[Records from a data collection]
· · · ·
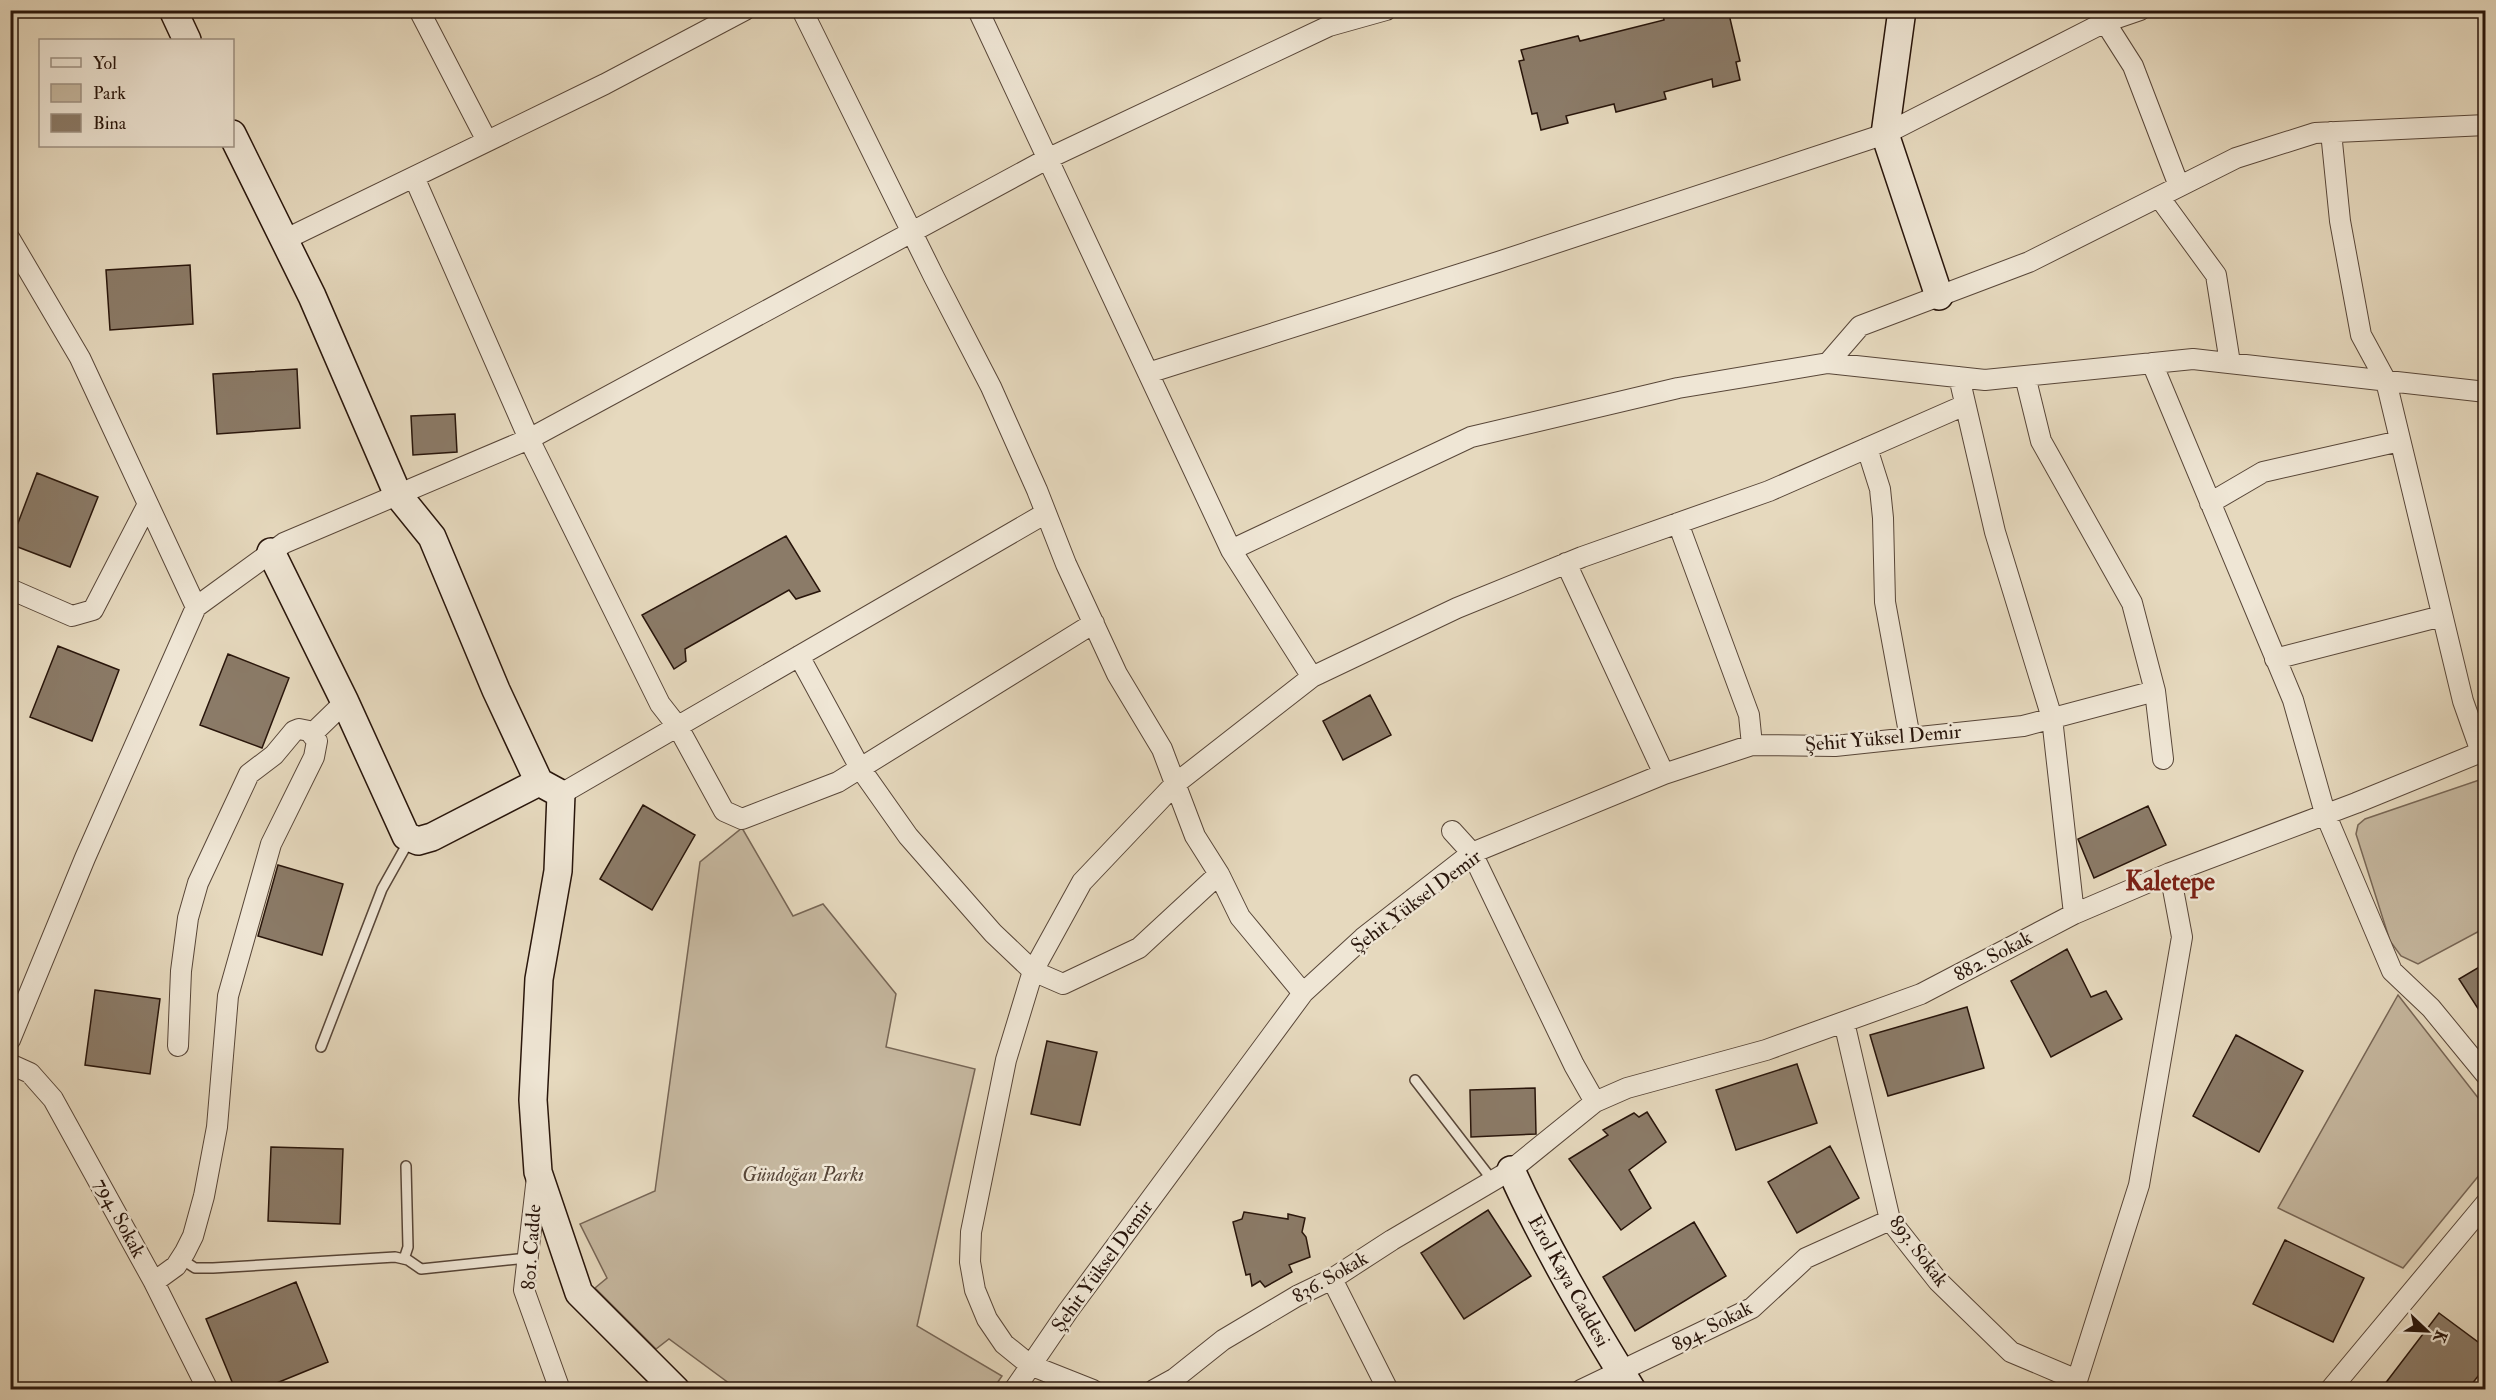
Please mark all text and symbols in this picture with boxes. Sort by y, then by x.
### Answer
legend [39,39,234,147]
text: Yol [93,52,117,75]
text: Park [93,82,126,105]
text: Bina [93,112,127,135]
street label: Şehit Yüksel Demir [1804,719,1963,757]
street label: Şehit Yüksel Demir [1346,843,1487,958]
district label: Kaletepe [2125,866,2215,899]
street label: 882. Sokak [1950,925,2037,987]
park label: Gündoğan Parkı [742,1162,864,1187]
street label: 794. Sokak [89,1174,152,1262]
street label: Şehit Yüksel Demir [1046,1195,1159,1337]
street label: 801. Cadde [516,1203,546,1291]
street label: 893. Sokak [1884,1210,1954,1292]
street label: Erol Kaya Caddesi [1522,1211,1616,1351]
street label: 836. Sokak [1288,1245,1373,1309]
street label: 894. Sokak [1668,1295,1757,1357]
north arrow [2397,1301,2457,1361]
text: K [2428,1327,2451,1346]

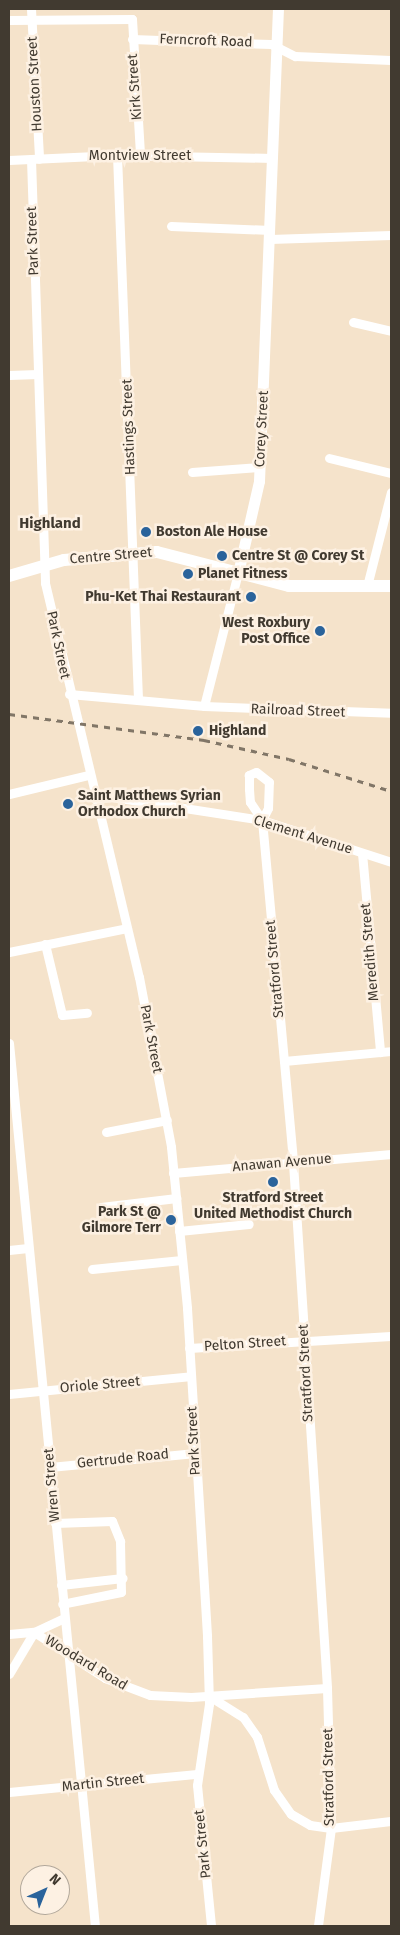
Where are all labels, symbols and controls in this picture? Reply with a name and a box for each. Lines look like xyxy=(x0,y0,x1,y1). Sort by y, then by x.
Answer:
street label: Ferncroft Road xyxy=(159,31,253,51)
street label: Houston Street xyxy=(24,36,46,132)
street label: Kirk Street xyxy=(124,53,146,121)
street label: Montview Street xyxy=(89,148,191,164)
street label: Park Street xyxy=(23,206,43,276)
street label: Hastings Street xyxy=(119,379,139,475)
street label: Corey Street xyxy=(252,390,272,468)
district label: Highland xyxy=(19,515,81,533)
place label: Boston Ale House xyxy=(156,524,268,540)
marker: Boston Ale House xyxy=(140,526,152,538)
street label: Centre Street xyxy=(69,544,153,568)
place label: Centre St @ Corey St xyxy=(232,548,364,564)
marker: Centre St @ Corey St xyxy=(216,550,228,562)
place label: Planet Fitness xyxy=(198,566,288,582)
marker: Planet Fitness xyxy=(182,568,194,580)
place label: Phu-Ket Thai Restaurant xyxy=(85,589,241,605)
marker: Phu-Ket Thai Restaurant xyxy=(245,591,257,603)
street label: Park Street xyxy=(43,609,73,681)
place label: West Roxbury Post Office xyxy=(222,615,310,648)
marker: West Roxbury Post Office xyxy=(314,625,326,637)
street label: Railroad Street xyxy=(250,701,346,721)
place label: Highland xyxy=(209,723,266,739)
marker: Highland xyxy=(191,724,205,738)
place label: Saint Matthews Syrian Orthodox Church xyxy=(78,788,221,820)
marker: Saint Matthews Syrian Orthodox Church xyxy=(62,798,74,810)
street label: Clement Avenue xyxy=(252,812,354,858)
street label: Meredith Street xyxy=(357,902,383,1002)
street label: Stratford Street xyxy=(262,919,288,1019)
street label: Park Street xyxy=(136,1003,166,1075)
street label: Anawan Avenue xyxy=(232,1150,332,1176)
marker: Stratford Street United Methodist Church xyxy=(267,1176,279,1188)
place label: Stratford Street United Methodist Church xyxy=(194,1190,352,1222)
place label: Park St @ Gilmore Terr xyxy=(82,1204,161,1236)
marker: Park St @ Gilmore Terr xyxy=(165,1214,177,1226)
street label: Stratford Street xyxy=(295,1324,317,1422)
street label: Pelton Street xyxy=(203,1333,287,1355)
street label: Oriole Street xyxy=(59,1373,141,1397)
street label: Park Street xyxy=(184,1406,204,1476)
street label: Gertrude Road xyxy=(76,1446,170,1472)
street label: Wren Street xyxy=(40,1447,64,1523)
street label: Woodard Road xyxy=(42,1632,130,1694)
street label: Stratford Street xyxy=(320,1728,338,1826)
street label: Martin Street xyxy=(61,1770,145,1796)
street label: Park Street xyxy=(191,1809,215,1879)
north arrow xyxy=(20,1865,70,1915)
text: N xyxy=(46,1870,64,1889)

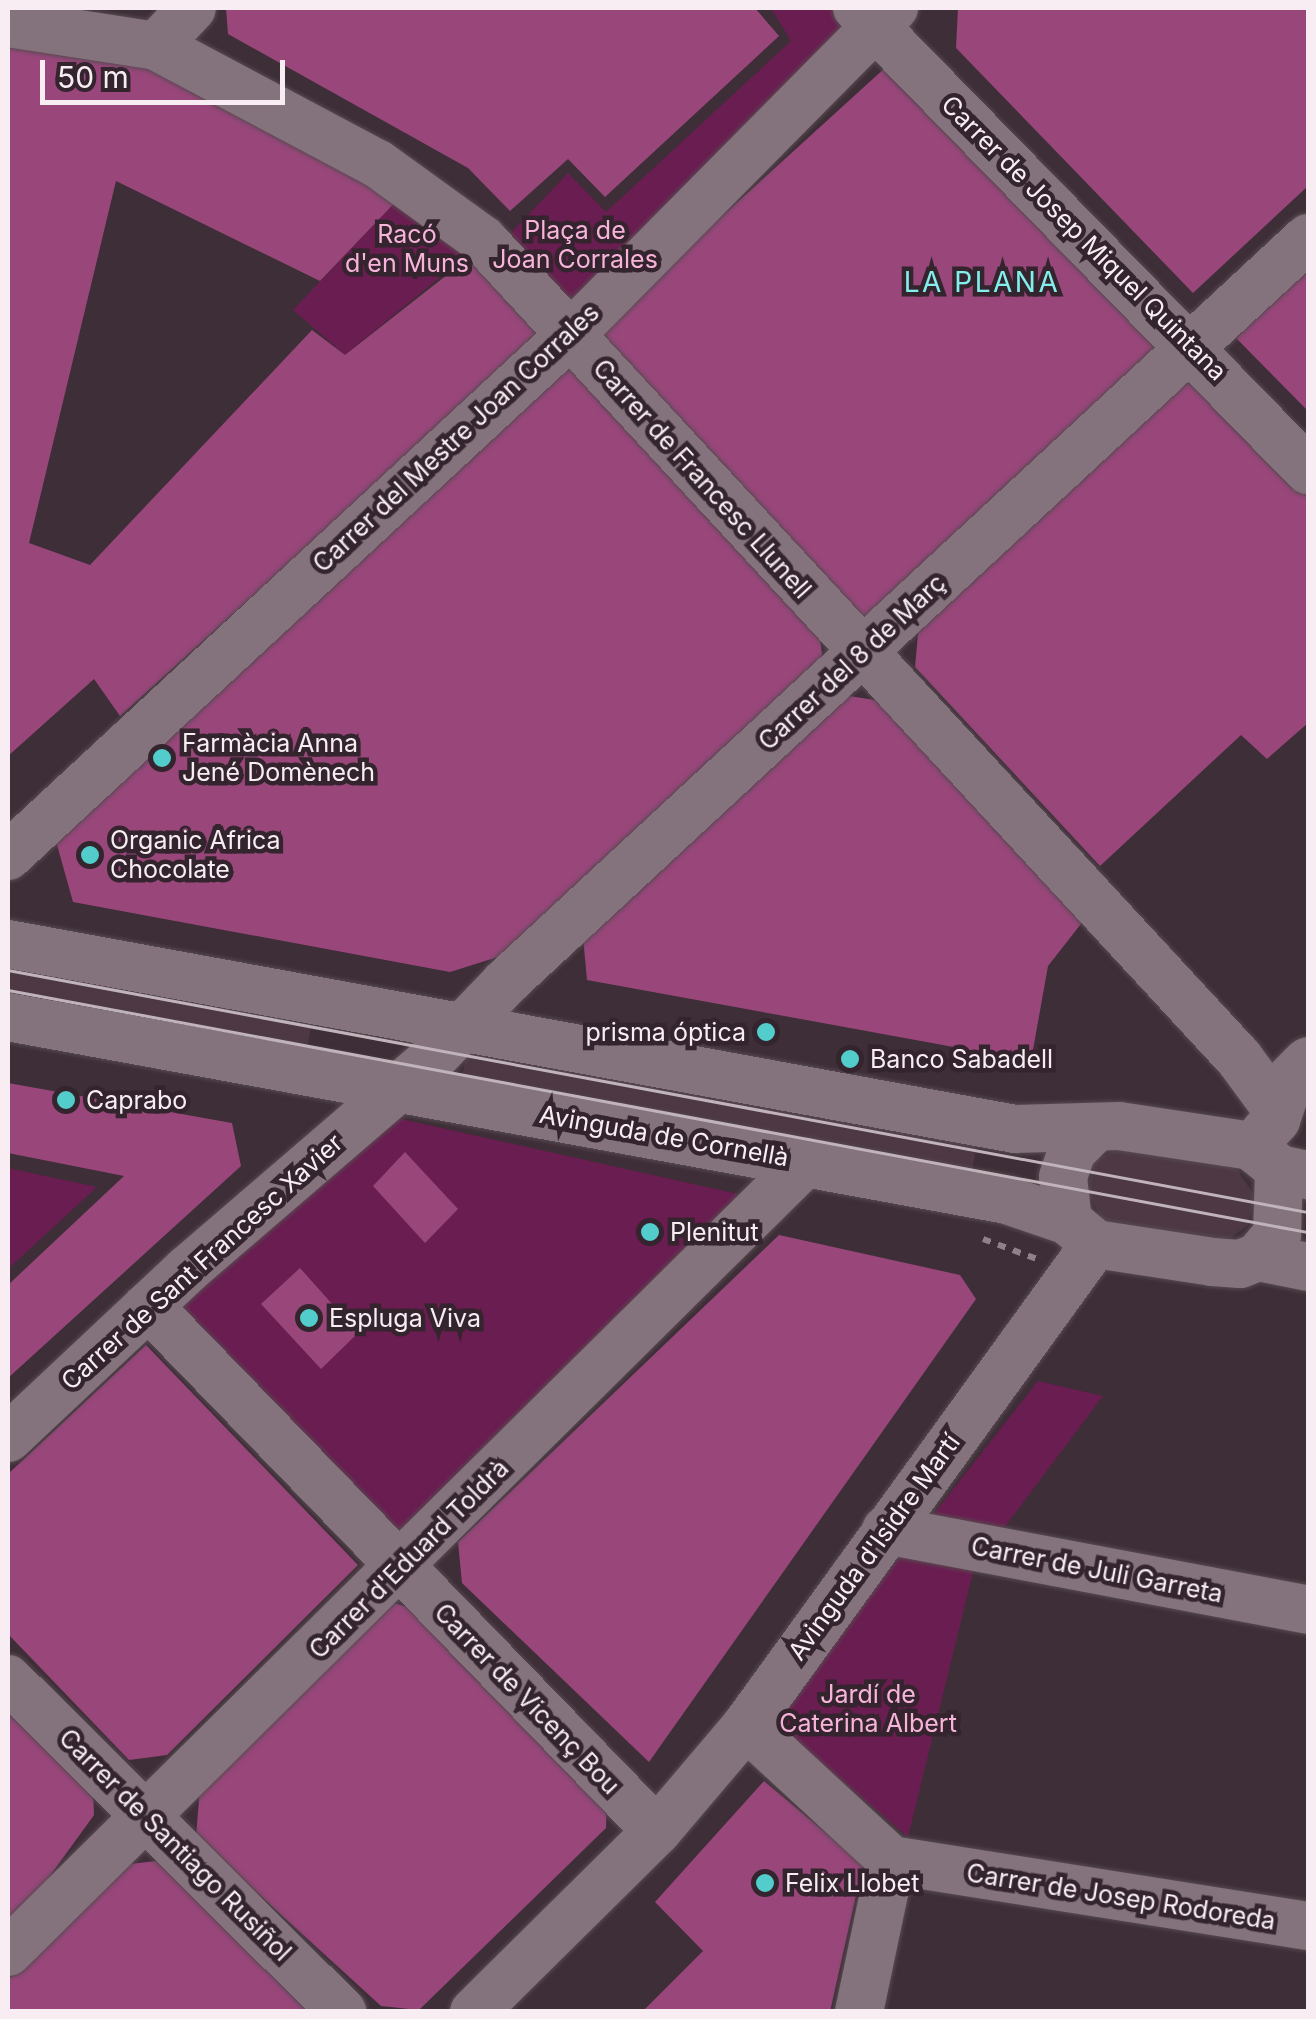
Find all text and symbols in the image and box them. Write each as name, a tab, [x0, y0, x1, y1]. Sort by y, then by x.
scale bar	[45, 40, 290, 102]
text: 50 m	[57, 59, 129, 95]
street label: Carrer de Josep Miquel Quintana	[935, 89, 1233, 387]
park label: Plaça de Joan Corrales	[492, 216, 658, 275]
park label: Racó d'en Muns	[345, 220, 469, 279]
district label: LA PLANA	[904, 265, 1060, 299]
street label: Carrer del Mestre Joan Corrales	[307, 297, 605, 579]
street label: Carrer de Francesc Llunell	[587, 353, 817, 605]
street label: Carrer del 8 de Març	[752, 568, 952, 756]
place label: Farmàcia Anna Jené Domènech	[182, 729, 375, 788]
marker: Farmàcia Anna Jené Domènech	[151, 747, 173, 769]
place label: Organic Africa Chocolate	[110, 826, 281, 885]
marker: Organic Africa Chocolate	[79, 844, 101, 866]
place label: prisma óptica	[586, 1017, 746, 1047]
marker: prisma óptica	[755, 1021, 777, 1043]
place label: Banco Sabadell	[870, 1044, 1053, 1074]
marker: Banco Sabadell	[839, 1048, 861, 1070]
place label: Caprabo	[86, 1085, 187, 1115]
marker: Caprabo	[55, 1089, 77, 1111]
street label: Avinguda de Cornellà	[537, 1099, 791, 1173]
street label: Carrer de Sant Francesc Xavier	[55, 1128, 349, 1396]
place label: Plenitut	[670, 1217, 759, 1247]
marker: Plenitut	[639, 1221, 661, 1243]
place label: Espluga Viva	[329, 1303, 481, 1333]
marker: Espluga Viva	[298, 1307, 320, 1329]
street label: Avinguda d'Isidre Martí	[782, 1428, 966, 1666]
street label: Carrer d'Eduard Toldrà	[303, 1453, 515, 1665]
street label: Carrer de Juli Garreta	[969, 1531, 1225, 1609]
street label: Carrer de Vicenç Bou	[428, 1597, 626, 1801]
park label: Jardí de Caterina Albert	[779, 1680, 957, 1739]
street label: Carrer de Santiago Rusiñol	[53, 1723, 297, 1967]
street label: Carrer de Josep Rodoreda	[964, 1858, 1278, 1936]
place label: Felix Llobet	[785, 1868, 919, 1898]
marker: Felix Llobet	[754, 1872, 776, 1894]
· · · ·
Print the data above verbatim from the first line through the line holding "Where are all", leaving every picture out.

Please mark all text and symbols in this picture with boxes. Sort by y, then by x.
### Answer
legend [39,39,234,147]
text: Yol [93,52,117,75]
text: Park [93,82,126,105]
text: Bina [93,112,127,135]
street label: Şehit Yüksel Demir [1804,719,1963,757]
street label: Şehit Yüksel Demir [1346,843,1487,958]
district label: Kaletepe [2125,866,2215,899]
street label: 882. Sokak [1950,925,2037,987]
park label: Gündoğan Parkı [742,1162,864,1187]
street label: 794. Sokak [89,1174,152,1262]
street label: Şehit Yüksel Demir [1046,1195,1159,1337]
street label: 801. Cadde [516,1203,546,1291]
street label: 893. Sokak [1884,1210,1954,1292]
street label: Erol Kaya Caddesi [1522,1211,1616,1351]
street label: 836. Sokak [1288,1245,1373,1309]
street label: 894. Sokak [1668,1295,1757,1357]
north arrow [2397,1301,2457,1361]
text: K [2428,1327,2451,1346]

Where are all labels, symbols and controls in this picture? Reply with a name and a box for each. Lines look like xyxy=(x0,y0,x1,y1). Sort by y, then by x.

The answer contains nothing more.